Y una cosa te digo– le espetó la niña a su padre todavía con la boca llena de torrija –yo voy a ser ingeniera, que lo sepas-; Ramón movió afirmativamente la cabeza conteniendo una sonrisa –pues me parece estupendo– le dijo –voy a ser el padre más orgulloso del barrio-. Martina saltó de su silla de un solo brinco -¡ja!- se quejó –también decías que ibas a ser el padre más orgulloso del barrio cuando yo decía que quería ser médico y también cuando decía que quería ser astronauta-.

Eso es– respondió él tranquilo, mirando a la niña a los ojos –yo voy a estar muy orgulloso de ti hagas lo que hagas porque estoy seguro de que lo harás muy bien pero… una cosa… dices que vas a ser ingeniera pero ¿ingeniera de qué? quiero decir… ¿qué quieres hacer realmente?-. Martina se sentó de nuevo y comió un poco de helado mientras pensaba su respuesta –no lo sé– dijo muy resuelta –pero tengo que ser ingeniera o científica porque ahí todavía los hombres no queréis a las mujeres, nos decís que tenemos que ser enfermeras o profesoras y mira no, hay que ser lo que se quiera-.

Me parece muy bien– dijo Ramón –¿y eso es lo que tú quieres? ¿ser ingeniera o científica?-; -sí-, respondió la niña muy resuelta; -¿estás segura?- insistió Ramón -¡pues claro! ¿por qué me lo preguntas otra vez?-; -verás- le respondió él –no recuerdo que nadie te animara a ser médico ni astronauta cuando decías que querías ser médico o astronauta así que de verdad me creí que eso era lo que querías ser aunque sabía que eras pequeña y podías cambiar de opinión pero ahora sí me parece que alguien te está diciendo lo que debes querer ser y por eso no estoy seguro de que eso sea lo que realmente quieres-.

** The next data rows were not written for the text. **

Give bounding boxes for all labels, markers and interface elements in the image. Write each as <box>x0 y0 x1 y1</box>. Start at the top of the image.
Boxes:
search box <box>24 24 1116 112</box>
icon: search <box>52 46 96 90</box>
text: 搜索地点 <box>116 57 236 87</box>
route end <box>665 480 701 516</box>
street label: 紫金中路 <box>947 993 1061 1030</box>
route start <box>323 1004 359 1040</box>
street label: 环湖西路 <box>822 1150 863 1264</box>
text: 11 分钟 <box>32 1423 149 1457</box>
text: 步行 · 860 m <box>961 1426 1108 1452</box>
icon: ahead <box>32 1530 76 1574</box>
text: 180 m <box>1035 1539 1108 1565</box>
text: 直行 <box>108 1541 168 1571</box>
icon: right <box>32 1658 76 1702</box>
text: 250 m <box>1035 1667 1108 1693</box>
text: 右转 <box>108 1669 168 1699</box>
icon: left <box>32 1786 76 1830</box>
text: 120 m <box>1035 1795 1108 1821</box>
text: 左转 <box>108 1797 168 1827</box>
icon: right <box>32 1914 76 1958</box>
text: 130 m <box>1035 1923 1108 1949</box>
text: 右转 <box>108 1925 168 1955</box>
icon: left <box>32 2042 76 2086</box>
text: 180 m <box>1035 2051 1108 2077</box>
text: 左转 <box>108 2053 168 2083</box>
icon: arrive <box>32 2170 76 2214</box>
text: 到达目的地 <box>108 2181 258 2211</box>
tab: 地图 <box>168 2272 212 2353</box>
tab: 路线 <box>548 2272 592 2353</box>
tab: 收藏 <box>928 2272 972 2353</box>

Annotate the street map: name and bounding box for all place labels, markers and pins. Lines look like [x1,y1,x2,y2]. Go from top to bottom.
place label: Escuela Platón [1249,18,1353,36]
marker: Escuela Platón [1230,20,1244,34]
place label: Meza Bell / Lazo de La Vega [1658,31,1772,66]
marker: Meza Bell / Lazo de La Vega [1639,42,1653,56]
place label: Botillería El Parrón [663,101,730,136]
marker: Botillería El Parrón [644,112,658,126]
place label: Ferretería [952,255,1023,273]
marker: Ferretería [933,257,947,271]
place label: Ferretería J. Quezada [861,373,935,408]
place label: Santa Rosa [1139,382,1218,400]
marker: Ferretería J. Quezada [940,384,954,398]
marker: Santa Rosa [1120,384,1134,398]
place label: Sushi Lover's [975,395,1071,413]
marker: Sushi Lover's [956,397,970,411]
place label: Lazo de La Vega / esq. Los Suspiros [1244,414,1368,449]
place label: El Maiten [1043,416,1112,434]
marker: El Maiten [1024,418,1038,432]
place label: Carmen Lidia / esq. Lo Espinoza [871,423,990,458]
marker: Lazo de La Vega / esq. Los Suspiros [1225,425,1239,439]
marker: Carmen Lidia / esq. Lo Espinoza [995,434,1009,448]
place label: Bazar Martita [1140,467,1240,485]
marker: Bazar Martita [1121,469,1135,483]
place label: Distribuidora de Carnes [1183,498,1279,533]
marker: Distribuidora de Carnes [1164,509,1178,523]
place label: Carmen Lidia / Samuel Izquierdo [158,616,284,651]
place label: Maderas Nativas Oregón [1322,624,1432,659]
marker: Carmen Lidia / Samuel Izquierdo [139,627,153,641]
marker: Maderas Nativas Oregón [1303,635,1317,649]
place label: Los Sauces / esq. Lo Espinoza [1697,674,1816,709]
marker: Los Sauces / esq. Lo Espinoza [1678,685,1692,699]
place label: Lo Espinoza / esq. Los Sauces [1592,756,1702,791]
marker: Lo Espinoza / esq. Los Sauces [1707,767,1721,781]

Martina miró a su padre como si acabara de plantearle un complejo problema científico –¡sólo es una niña Ramón!– exclamó su madre –eso– añadió Martina –sólo soy una niña ¿puedo irme a jugar fuera?– A Ramón apenas le dio tiempo a responder cuando la pequeña caminaba ya con su paso cansado hacia el jardín.

¿Tú recuerdas haber tenido a su edad preocupaciones parecidas al cambio climático o la violencia contra las mujeres o la discriminación?– Le preguntó Ramón a su mujer una vez Martina estaba ya en el jardín –no– respondió ella –pero eran otros tiempos-; él apuró el café antes de encogerse de hombros y añadir serían otros tiempos… pero los niños eran solo niños entonces y son solo niños ahora… o así debería ser-.